[RECORDS FOR THIS EXERCISE Boundary: Start]

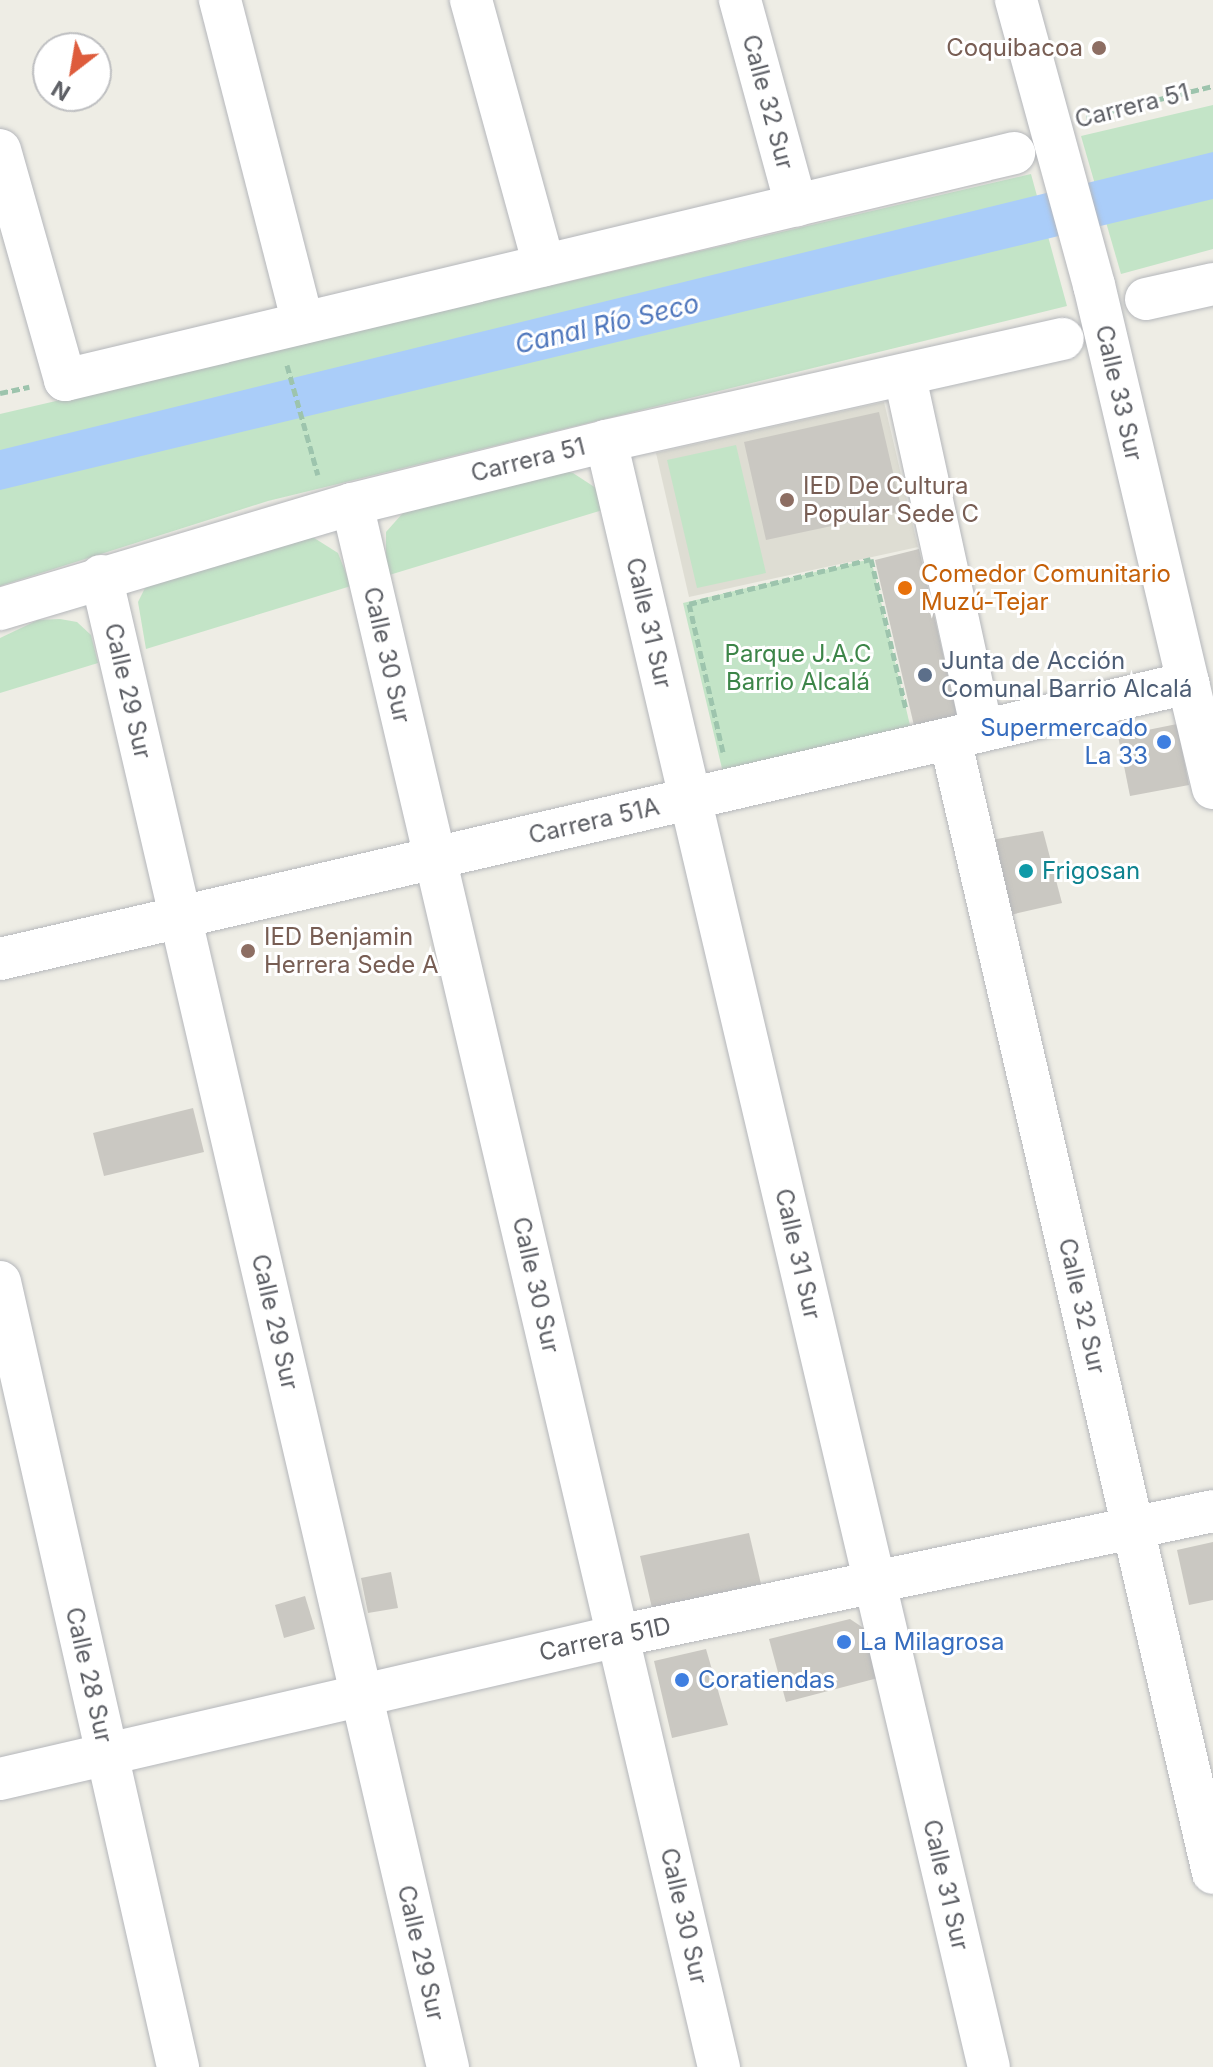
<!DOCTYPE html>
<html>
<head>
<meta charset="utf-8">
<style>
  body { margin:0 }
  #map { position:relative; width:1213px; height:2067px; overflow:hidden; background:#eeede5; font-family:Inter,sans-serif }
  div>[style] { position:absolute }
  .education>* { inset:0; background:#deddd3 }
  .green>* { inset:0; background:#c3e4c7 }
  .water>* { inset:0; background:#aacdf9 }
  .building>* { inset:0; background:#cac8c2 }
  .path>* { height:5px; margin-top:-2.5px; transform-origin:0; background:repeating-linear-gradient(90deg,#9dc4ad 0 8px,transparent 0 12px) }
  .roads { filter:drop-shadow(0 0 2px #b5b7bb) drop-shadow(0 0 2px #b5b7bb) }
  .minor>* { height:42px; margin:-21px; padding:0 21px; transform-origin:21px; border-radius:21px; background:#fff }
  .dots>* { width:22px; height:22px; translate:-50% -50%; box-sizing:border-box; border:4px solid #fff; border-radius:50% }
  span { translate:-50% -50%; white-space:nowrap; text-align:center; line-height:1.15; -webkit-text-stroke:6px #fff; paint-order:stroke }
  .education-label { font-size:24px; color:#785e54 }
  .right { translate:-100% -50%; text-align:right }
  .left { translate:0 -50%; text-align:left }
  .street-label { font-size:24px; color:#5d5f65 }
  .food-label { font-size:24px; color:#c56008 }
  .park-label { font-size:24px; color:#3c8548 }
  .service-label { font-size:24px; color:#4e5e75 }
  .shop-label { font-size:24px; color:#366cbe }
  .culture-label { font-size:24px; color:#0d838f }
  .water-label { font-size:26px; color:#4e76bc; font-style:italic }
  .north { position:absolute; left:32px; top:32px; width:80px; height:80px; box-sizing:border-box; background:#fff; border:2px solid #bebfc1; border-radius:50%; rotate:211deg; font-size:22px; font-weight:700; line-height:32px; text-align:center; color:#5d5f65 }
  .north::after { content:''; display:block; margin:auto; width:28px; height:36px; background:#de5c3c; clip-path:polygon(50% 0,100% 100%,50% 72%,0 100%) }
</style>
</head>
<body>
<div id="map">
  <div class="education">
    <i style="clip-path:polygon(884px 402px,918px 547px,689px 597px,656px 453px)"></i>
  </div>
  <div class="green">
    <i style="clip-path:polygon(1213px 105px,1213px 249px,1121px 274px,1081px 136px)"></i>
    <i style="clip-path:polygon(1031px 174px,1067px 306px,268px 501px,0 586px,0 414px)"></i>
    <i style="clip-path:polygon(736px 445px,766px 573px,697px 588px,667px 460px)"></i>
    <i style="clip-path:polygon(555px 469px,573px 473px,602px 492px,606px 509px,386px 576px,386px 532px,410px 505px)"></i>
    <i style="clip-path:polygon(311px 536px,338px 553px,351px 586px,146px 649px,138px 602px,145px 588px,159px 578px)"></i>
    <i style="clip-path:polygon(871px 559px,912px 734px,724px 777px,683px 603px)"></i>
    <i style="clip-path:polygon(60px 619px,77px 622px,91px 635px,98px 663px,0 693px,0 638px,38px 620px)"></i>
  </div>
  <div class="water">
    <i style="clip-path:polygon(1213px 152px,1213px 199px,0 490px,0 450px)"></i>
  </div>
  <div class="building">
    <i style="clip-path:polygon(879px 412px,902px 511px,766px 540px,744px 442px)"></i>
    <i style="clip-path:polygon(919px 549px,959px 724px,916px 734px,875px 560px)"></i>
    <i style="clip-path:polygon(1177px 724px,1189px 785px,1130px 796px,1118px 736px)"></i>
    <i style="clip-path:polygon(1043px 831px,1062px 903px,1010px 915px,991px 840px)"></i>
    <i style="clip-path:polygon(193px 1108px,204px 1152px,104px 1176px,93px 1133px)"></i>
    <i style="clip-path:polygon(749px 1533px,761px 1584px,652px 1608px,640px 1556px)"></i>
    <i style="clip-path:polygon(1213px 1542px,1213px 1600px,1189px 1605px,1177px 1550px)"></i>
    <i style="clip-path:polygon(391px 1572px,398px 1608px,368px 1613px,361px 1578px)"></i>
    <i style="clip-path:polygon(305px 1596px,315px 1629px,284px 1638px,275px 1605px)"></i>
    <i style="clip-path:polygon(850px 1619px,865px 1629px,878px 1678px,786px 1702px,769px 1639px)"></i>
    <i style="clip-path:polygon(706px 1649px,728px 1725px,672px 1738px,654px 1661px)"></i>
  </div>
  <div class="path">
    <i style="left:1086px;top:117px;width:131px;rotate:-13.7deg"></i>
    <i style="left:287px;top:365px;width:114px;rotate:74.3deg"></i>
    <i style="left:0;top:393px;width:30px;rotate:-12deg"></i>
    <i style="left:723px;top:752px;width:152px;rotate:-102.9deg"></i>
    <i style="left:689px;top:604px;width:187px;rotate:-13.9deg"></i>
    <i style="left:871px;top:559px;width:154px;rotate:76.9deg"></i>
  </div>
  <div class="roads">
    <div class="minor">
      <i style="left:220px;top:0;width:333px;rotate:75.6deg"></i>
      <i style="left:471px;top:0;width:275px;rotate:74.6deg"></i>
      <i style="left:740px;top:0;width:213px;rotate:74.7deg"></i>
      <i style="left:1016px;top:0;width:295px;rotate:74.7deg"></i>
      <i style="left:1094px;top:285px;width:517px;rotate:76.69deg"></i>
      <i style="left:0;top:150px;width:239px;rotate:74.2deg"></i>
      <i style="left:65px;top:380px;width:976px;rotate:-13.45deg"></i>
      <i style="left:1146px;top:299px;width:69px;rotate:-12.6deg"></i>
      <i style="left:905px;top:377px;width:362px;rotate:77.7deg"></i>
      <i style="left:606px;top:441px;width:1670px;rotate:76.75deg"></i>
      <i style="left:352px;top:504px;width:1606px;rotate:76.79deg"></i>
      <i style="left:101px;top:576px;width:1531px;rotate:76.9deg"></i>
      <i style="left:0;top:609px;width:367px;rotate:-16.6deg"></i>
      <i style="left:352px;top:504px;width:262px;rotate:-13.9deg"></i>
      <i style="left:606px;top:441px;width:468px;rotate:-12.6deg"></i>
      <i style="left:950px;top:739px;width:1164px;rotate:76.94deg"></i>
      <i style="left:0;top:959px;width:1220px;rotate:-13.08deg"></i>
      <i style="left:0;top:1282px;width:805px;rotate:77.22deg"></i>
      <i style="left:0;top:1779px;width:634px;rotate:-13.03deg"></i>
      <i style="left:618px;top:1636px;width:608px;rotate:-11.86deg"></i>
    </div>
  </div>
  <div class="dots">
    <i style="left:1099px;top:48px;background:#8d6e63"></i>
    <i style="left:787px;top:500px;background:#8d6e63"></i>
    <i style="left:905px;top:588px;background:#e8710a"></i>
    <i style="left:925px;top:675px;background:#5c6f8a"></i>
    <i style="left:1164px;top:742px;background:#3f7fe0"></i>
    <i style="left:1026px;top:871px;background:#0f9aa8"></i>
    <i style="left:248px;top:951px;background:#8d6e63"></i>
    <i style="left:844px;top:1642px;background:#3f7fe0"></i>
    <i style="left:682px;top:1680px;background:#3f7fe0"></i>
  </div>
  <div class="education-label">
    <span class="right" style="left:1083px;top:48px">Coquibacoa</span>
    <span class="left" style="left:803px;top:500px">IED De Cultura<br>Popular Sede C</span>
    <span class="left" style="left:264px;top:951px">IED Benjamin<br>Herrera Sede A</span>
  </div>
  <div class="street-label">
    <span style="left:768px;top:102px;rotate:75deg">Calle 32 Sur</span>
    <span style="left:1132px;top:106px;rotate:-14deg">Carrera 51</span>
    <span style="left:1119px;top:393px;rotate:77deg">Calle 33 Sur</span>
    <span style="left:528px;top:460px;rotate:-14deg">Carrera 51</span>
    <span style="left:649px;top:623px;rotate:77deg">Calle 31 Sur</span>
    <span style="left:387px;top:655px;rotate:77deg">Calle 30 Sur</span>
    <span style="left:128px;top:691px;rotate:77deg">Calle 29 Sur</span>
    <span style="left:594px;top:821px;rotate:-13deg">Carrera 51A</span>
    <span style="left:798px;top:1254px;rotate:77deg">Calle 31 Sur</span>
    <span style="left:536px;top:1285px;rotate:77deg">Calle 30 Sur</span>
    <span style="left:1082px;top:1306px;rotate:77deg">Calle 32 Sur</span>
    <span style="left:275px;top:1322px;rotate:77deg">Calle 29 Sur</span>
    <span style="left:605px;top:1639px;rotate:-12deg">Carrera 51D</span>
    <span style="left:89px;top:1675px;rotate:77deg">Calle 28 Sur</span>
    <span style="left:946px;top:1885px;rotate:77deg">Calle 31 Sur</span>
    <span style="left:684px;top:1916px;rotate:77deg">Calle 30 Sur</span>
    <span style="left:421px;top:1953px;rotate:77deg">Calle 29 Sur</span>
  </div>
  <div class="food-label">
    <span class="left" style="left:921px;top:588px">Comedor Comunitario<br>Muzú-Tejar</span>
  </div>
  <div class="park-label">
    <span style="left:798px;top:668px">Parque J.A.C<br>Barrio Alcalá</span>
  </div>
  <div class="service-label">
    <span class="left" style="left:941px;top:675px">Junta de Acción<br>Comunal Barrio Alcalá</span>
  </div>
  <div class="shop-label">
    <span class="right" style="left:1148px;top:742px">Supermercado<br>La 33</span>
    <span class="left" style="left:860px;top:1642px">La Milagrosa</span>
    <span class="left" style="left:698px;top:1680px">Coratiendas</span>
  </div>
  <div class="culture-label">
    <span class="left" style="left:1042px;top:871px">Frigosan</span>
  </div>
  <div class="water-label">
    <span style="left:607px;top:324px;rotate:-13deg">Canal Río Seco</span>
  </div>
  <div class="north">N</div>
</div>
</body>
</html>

[RECORDS FOR THIS EXERCISE Boundary: End]

• [EXERCISE]:
Exactly the lines from the top of the entries through the line with "filter:drop-shadow(0 0 2px", inclusive, must be given again, with every picture omitted.

• [SOLUTION TO THIS EXERCISE]:
<!DOCTYPE html>
<html>
<head>
<meta charset="utf-8">
<style>
  body { margin:0 }
  #map { position:relative; width:1213px; height:2067px; overflow:hidden; background:#eeede5; font-family:Inter,sans-serif }
  div>[style] { position:absolute }
  .education>* { inset:0; background:#deddd3 }
  .green>* { inset:0; background:#c3e4c7 }
  .water>* { inset:0; background:#aacdf9 }
  .building>* { inset:0; background:#cac8c2 }
  .path>* { height:5px; margin-top:-2.5px; transform-origin:0; background:repeating-linear-gradient(90deg,#9dc4ad 0 8px,transparent 0 12px) }
  .roads { filter:drop-shadow(0 0 2px #b5b7bb) drop-shadow(0 0 2px #b5b7bb) }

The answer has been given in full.